Making a complaint can be lonely and crazy making. This complaints bingo details universal responses to disabled people asserting their rights. It really isn’t you…

Evidence gathering:

Reasonable Adjustments under The Equality Act

  • The university has a duty to make reasonable adjustments, so one individual member of teaching staff cannot act as a gatekeeper to allowing that adjustment, the duty lies with the university as a whole.
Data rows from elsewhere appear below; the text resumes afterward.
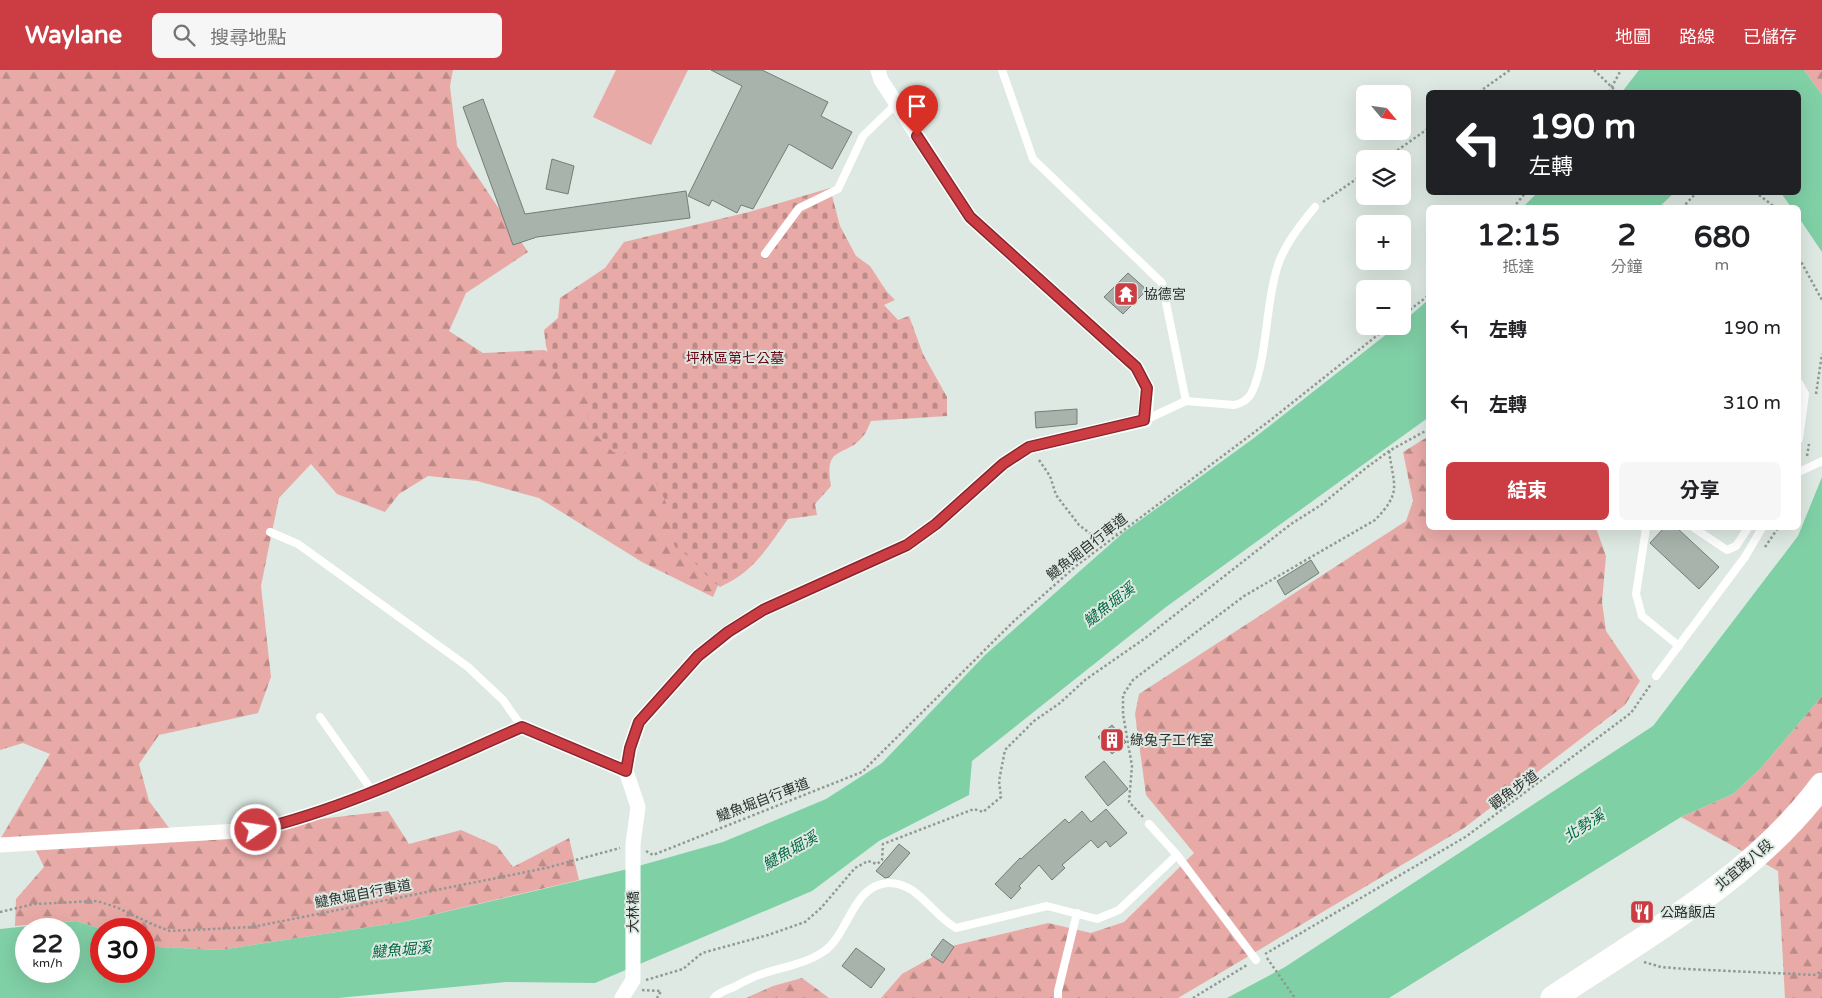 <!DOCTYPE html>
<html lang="zh-TW">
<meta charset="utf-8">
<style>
:root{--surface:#fff;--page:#f6f6f6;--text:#202124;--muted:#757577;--accent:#cc3c43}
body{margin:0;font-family:"Varela Round","Noto Sans TC",sans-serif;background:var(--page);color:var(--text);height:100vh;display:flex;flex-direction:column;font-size:19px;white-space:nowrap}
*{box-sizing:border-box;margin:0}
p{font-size:16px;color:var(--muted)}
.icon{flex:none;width:28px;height:28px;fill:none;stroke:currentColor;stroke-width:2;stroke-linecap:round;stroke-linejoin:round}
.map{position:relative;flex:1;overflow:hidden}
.drawer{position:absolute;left:1426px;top:135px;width:375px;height:325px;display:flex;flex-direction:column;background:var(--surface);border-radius:8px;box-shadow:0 5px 20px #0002}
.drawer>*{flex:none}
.top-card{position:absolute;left:1426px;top:20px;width:375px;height:105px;border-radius:8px;box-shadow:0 5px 20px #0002;background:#202124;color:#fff;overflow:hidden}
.needle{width:32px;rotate:119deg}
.buttons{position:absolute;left:1356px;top:15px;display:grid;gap:10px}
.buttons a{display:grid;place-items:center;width:55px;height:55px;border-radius:8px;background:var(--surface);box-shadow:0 5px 20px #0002;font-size:25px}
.speed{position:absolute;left:15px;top:848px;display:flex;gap:10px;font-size:25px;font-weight:700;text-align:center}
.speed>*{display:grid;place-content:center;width:65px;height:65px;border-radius:50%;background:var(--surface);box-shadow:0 5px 20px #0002;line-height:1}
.speed small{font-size:12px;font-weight:400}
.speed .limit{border:8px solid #d22;background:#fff;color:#111}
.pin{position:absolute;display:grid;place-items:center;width:42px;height:42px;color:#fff;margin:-51px -21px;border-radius:50% 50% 50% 0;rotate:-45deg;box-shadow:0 0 5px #0007}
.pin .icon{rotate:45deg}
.me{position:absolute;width:55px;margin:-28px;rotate:77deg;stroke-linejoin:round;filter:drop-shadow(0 0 4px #0008)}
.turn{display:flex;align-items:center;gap:18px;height:105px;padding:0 20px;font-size:22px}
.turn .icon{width:65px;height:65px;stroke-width:2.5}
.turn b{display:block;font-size:35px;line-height:42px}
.eta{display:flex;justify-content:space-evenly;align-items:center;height:85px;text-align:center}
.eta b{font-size:30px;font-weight:700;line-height:35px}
.cta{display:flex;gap:10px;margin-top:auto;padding:10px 20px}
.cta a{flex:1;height:58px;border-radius:8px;background:var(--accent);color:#fff;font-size:20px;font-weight:700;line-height:58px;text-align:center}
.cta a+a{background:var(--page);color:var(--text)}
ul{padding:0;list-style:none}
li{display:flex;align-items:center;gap:15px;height:75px;padding:0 20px}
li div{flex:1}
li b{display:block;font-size:19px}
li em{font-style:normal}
header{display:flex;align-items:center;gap:30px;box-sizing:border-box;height:70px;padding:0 25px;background:var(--accent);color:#fff}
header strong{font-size:24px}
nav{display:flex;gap:28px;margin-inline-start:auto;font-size:18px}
.search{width:350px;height:45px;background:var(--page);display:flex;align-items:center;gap:12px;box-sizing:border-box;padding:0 18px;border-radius:8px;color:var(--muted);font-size:19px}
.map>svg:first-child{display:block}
.forest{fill:url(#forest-firs)}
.cemetery{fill:url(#cemetery-stones)}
.park{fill:#e8aaa7}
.water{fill:#80d0a6;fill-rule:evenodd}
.building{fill:#a8b3ac;stroke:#747e78}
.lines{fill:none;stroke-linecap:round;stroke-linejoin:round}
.path{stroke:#909994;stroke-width:2.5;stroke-dasharray:2.5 2.5;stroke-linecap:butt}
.service{stroke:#fff;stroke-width:8}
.minor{stroke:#fff;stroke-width:15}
.primary{stroke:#fff;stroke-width:25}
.route-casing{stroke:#85272c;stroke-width:12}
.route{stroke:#cc3c43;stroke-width:9}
.labels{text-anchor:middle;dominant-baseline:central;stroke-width:4;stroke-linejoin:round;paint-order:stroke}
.poi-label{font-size:14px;fill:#2b2f2d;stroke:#dde9e2;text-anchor:start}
.park-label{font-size:14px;fill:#64000f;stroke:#dde9e2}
.street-label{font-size:14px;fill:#2b2f2d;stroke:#dde9e2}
.water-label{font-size:15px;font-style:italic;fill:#006842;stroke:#dde9e2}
</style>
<header>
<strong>Waylane</strong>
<div class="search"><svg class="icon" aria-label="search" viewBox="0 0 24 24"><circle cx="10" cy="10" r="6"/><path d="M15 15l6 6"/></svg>搜尋地點</div>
<nav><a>地圖</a><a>路線</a><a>已儲存</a></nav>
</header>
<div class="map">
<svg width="1822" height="928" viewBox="0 0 1822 928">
<defs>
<pattern id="forest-firs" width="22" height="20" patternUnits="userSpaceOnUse" patternTransform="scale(1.25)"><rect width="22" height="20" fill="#e8aaa7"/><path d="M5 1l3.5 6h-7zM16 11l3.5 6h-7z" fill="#bc8b88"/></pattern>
<pattern id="cemetery-stones" width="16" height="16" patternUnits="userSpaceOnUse" patternTransform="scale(1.25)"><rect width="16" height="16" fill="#e8aaa7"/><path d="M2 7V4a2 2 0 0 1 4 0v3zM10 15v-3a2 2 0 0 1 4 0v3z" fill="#bc8b88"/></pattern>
</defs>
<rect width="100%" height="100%" fill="#dde9e2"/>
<g class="forest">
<path d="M0 0H453L450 16 457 76 528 182 466 223 449 261 483 283 544 280 605 304 722 506 713 527 642 492 539 428 477 411 428 406 399 424 385 442 337 424 311 394 279 428 269 476 261 516 271 607 258 643 159 665 139 694 149 731 175 766 388 741 409 774 461 760 497 776 513 797 569 768 579 810 402 852 220 880 160 877 144 872V859H101L76 851 15 856 16 829 44 797 33 774 1 768 50 684 23 673 0 680Z"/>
<path d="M1804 0H1822V25Z"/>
<path d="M1429 366V458H1596L1606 486 1602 532 1606 561 1640 611 1625 635 1464 758 1178 928H881L902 904 952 876 1048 853 1091 863 1124 852 1194 783 1146 725 1135 644 1139 624 1406 451 1413 431 1403 382Z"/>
<path d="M1822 626V928H1785L1778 801 1681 747 1733 724 1761 698Z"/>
<path d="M802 908 829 928H746L773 916Z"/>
</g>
<path class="cemetery" d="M830 118 840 156 856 186 870 196 887 222 895 230 884 235 898 250 909 246 923 284 947 327V346L871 351C869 355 867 361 864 365 846 389 823 373 831 416L815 434 817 445 788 449C766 479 755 501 720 517 701 503 695 488 675 477 671 465 672 453 669 442 663 420 649 401 635 384L613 382 588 357 587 339 590 327 566 297 553 300 546 276 544 260 558 248 560 228 605 198 624 172 749 142Z"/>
<path class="park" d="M616 0H688L651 75 593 47Z"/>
<g class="water">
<path d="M1639 0H1804L1822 25V182L1799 148V138L1791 137 1781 123 1799 122V22H1622Z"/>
<path d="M1537 123V122L1674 123 1659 137H1523Z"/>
<path d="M1429 229V347L1166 537 972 691 969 725 879 771 812 821 595 913 506 912 338 928H0V859L76 851 101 859V901H144V872L160 877 220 880 402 852 628 799 723 772 826 729 882 693 985 585 1124 462 1254 368 1397 256H1402L1403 252ZM26 859H69V901H26Z"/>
<path d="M1822 407V626L1761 698 1733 724 1681 747 1389 928H1227L1285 897 1653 656 1798 466Z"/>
</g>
<g class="building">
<path d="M711 0H762L828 32 821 46 852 62 832 99 789 74 753 139 741 135 737 143 712 130 709 136 688 126 742 16Z"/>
<path d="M483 29 525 144 686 121 690 148 537 167 513 175 463 37Z"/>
<path d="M552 89 574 96 568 124 546 119Z"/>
<path d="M1128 203 1147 220 1123 244 1104 227Z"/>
<path d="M1077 339V354L1036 358 1035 342Z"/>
<path d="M1664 458H1677L1719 497 1699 519 1650 473Z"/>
<path d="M1311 490 1319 503 1285 525 1277 511Z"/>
<path d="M1112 655 1126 672 1112 684 1098 667Z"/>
<path d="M1104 691 1128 719 1108 736 1085 707Z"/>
<path d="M1106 739 1127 763 1110 777 1106 771 1098 778 1091 770 1062 795 1065 798 1052 810 1039 795 1019 816 1021 818 1011 829 995 814 1020 788 1021 789 1065 749 1069 753 1082 741 1091 752Z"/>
<path d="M899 774 910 783 889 807 885 808 876 801Z"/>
<path d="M943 869 954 877 943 893 931 885Z"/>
<path d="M856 878 885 899 871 918 842 896Z"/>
</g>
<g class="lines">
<g class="path">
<path d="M1594 0 1617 22"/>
<path d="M1479 22 1510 0"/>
<path d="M1609 22 1621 0"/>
<path d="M1385 89 1429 58"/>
<path d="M1755 122 1776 138"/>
<path d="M1323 132 1365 103"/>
<path d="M1513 138 1526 122"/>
<path d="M1682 138 1697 122"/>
<path d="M1799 188 1822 230"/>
<path d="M1402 246 1429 225"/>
<path d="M1816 324 1822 284"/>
<path d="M1807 386 1809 374"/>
<path d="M1039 390 1050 406 1056 425 1079 455 1097 469 1106 464H1117"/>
<path d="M1765 477 1778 458"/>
<path d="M1143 747 1129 732 1132 696 1123 644V625L1133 610 1244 526 1375 450C1402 422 1394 417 1389 381"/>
<path d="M646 781 653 785 862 702 1014 551 1076 496 1268 352 1389 256"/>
<path d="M0 842 34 834 97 831 116 837 154 855 170 861 253 857 546 798 620 778"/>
<path d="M1265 884 1467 766 1631 643 1651 614"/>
<path d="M1267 888 1295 928"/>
<path d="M1644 892 1661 897 1686 899 1816 905 1822 900"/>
<path d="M646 910 683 899 702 883 768 865 805 852 821 838 855 798 868 791 877 794 882 790 883 774 974 739 983 742 1001 727 999 711 1005 680 1034 651 1060 633 1085 610 1144 569 1291 454 1321 435 1366 398 1389 381 1429 359"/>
<path d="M642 920 661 921 657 928"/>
<path d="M1193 928 1247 895"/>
</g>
<g class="service">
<path d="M1002 0 1033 89 1162 213 1186 331"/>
<path d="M765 184 799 138 838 119 863 66 897 33"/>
<path d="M1799 313 1805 324 1799 369"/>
<path d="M1145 350 1186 331 1234 335C1241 334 1249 329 1252 322 1268 287 1265 233 1278 195 1285 174 1301 154 1315 137"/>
<path d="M1799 402 1822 391"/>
<path d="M1646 458 1636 524 1642 546 1679 576"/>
<path d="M1694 458 1727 480 1736 476 1748 458"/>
<path d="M270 462 298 474 468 597 503 630 522 657"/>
<path d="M1656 606 1745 487 1762 458"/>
<path d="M320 647 373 722"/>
<path d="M1149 754 1177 785 1256 890"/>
<path d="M714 928C719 922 727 920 734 917 743 912 752 907 762 904 782 897 805 894 823 882 849 865 852 815 888 813 918 812 932 845 956 858L1047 836 1097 849 1119 840 1177 785"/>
<path d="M1058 928V921L1077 843"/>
</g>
<g class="minor">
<path d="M0 775 256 760C348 738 435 695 522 657L626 701"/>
<path d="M622 928 633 910V774L638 737 626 701 630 678 639 652 698 586 729 562 763 540 907 475 936 454 1003 394 1029 377 1145 350 1147 318 1136 297 970 147 881 10 878 0"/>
</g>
<path class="primary" d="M1553 928C1648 864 1753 808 1822 715"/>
</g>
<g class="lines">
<defs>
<path id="route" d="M256 760C348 738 435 695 522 657L626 701 630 678 639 652 698 586 728 562 763 540 907 475 936 454 1003 394 1029 377 1144 350 1147 318 1136 297 970 147 917 66"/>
</defs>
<use href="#route" class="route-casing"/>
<use href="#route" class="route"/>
</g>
<defs>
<symbol id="temple-square" viewBox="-11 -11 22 22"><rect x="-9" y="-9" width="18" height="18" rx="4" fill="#cc3c43" stroke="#dde9e2"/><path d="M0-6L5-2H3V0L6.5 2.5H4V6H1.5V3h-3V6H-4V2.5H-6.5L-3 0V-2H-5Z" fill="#fff"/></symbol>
<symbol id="building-square" viewBox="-11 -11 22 22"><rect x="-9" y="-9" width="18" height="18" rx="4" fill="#cc3c43" stroke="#dde9e2"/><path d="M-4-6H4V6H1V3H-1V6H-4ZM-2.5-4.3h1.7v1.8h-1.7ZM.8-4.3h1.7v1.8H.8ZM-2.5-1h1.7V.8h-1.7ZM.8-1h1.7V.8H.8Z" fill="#fff"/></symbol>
<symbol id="restaurant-square" viewBox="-11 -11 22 22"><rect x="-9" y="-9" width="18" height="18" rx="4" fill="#cc3c43" stroke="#dde9e2"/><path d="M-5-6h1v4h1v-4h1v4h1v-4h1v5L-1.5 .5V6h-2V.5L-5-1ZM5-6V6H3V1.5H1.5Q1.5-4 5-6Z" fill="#fff"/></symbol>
</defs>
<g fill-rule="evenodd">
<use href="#temple-square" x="1112" y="210" width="28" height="28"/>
<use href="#building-square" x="1098" y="656" width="28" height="28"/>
<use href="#restaurant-square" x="1628" y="828" width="28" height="28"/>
</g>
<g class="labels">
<g class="poi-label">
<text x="1144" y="224">協德宮</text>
<text x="1130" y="670">綠兔子工作室</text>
<text x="1660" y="842">公路飯店</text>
</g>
<g class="park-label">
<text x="735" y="288">坪林區第七公墓</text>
</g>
<g class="street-label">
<text transform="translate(1087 477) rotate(-38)">𩻸魚堀自行車道</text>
<text transform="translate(1514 720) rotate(-36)">觀魚步道</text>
<text transform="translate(763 730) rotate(-21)">𩻸魚堀自行車道</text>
<text transform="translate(1744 795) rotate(-40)">北宜路八段</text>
<text transform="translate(363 824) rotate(-11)">𩻸魚堀自行車道</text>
<text transform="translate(633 842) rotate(-90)">大林橋</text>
</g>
<g class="water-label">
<text transform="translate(1109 535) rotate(-38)">𩻸魚堀溪</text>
<text transform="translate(1584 756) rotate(-33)">北勢溪</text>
<text transform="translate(790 781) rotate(-30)">𩻸魚堀溪</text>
<text transform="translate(401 880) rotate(-5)">𩻸魚堀溪</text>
</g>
</g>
</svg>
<div class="buttons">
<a><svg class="needle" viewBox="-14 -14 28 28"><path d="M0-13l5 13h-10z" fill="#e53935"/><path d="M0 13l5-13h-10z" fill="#757577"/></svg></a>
<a><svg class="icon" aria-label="layers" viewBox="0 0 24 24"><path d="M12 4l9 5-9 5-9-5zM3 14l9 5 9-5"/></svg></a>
<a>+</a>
<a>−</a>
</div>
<div class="speed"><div>22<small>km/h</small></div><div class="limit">30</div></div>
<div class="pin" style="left:917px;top:66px;background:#d93025"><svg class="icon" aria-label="arrive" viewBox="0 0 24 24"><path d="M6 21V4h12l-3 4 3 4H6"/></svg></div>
<svg class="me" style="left:256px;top:760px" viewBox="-20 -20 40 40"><circle r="17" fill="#cc3c43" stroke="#fff" stroke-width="3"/><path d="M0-11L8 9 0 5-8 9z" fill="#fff"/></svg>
<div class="top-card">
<div class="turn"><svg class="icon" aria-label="left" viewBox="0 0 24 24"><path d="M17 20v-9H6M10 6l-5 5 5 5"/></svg><div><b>190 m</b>左轉</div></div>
</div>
<section class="drawer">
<div class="eta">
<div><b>12:15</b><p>抵達</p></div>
<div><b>2</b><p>分鐘</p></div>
<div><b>680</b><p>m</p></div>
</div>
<ul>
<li><svg class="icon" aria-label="left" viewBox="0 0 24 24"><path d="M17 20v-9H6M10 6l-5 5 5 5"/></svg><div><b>左轉</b></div><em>190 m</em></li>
<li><svg class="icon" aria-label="left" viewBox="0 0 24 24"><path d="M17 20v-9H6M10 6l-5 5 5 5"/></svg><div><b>左轉</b></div><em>310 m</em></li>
</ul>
<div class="cta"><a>結束</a><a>分享</a></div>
</section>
</div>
It is unlawful for a university to refuse to make reasonable adjustments, therefore the argument becomes about how ‘reasonable’ an adjustment is.
    Whether it is ‘reasonable’ for an education provider to make any particular adjustment will depend on a number of factors, including:
    • the effectiveness of making the adjustment and whether it is practical to do so
    • the financial resources of the education provider
    • the availability of grants, loans and other assistance to disabled students, such as Disabled Student Allowance, or charitable trusts
      the extent to which aids and services will be provided to disabled students from other sources
    • health and safety requirements – this means if the adjustment increased the risks to the health and safety of another person
      the relevant interests of other people – this means where the adjustment results in significant disadvantage for other people.
    • Failure to provide a reasonable adjustment is a form of disability discrimination and therefore an unlawful act under the Equality Act.